▶ _AIM OF THE EXERCISE_:
Without including any pictures, write out all the records word for word.

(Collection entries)
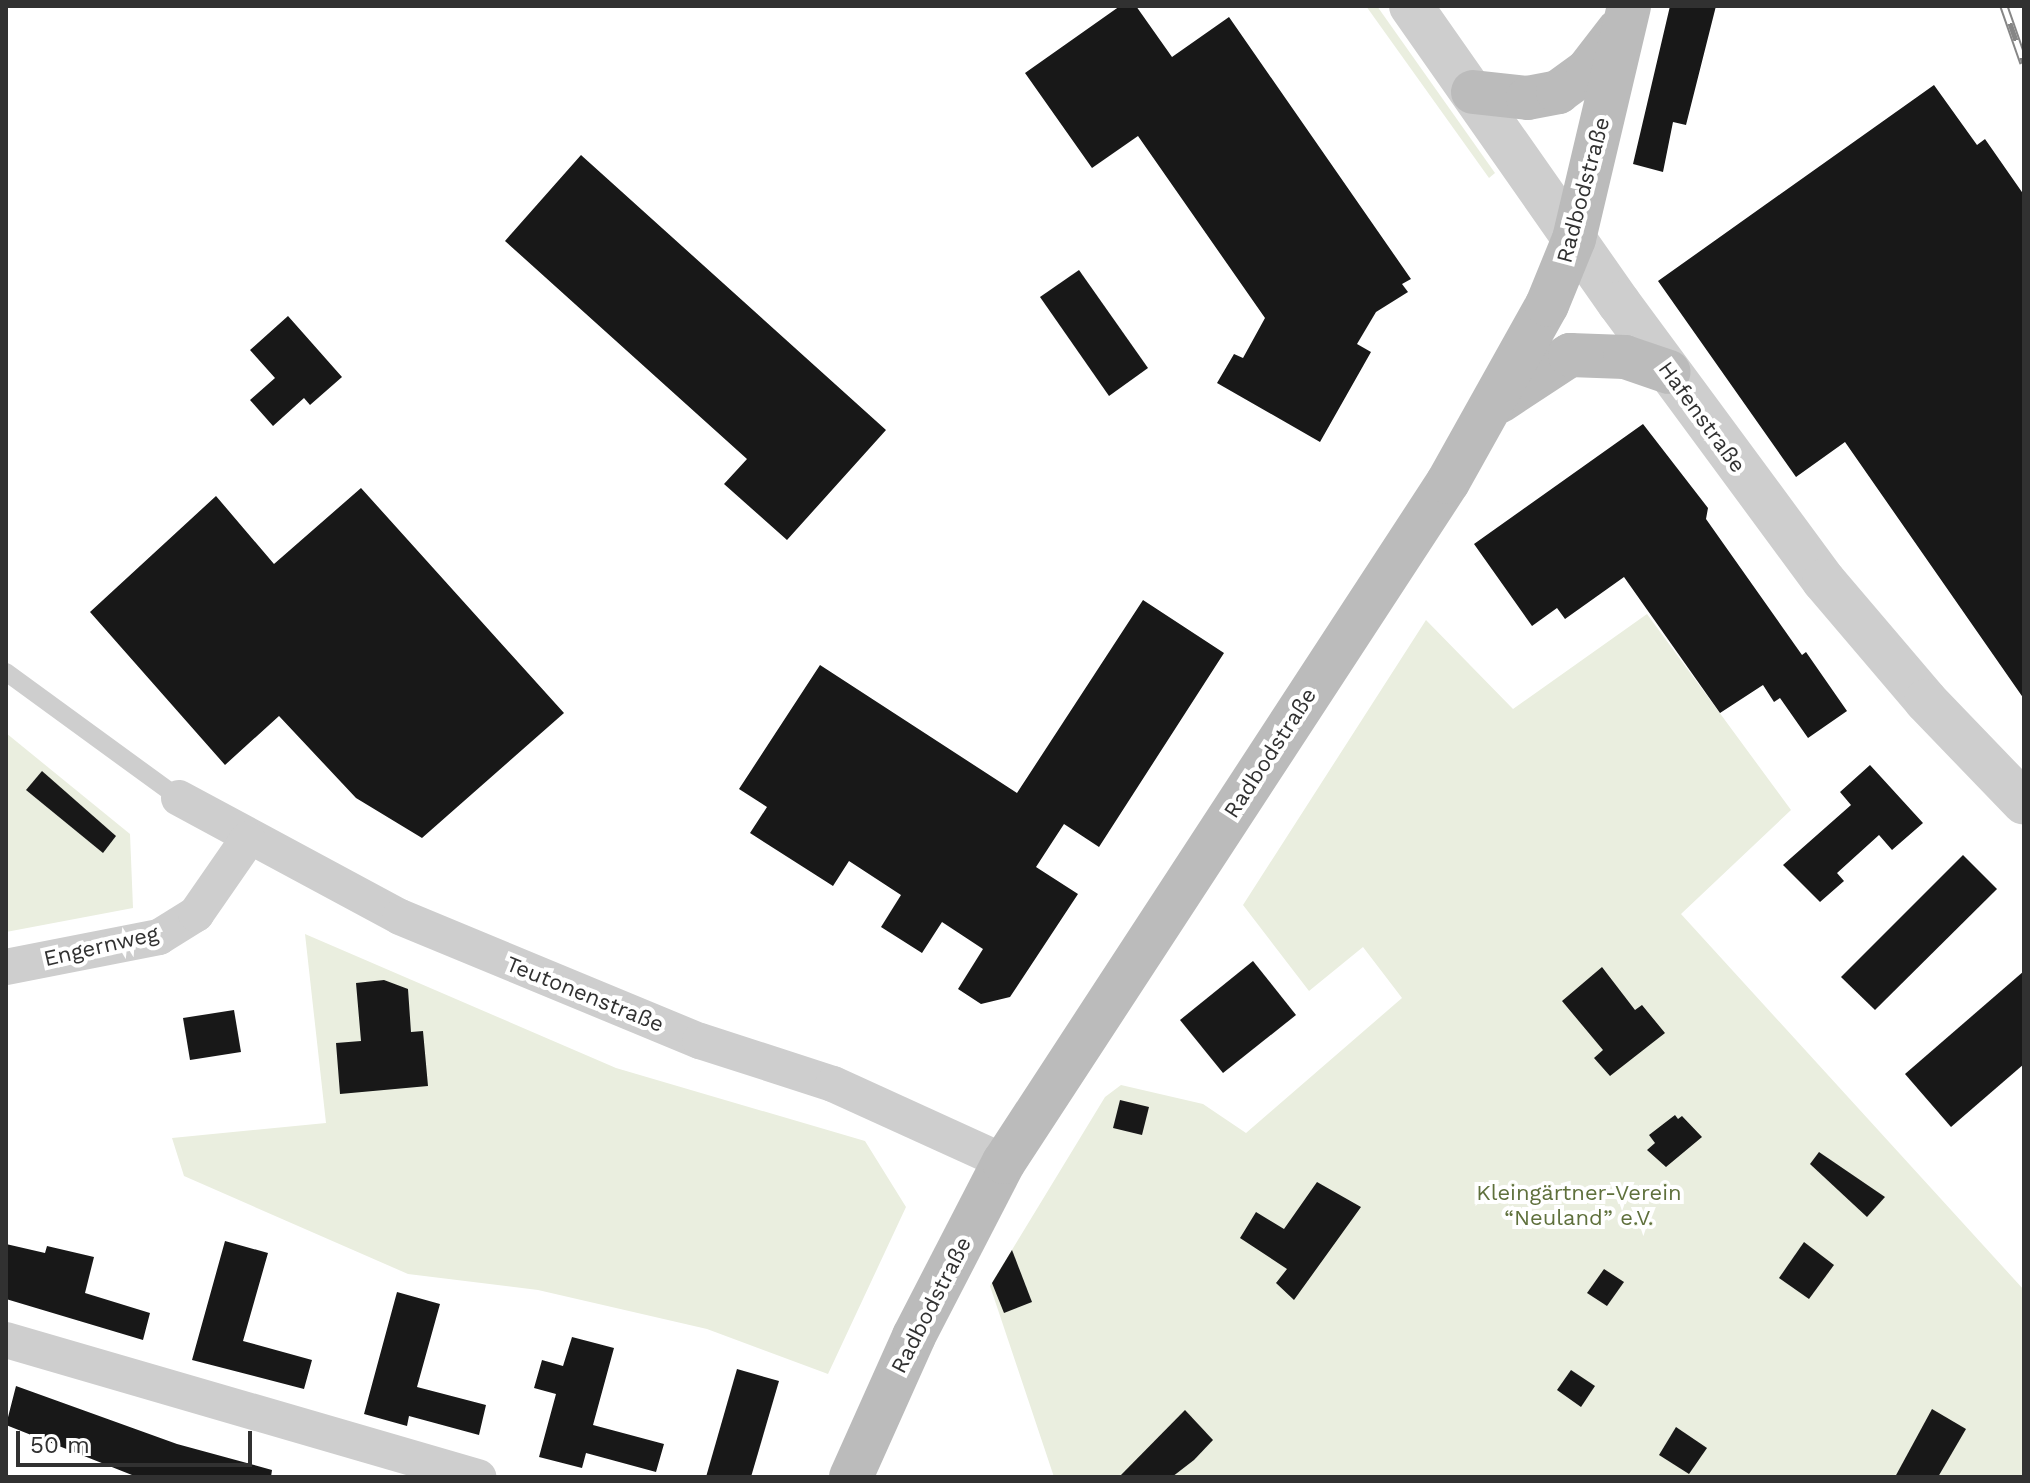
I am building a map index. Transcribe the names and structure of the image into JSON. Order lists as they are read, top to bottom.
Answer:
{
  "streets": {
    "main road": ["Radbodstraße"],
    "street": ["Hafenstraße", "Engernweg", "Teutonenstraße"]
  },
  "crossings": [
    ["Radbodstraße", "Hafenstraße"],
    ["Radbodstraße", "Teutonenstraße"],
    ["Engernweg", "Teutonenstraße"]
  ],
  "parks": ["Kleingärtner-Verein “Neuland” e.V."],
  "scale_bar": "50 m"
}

▶ _SOLUTION TO THIS TASK_:
I am building a map index. Transcribe the names and structure of the image into JSON. Order lists as they are read, top to bottom.
Answer:
{
  "streets": {
    "main road": ["Radbodstraße"],
    "street": ["Hafenstraße", "Engernweg", "Teutonenstraße"]
  },
  "crossings": [
    ["Radbodstraße", "Hafenstraße"],
    ["Radbodstraße", "Teutonenstraße"],
    ["Engernweg", "Teutonenstraße"]
  ],
  "parks": ["Kleingärtner-Verein “Neuland” e.V."],
  "scale_bar": "50 m"
}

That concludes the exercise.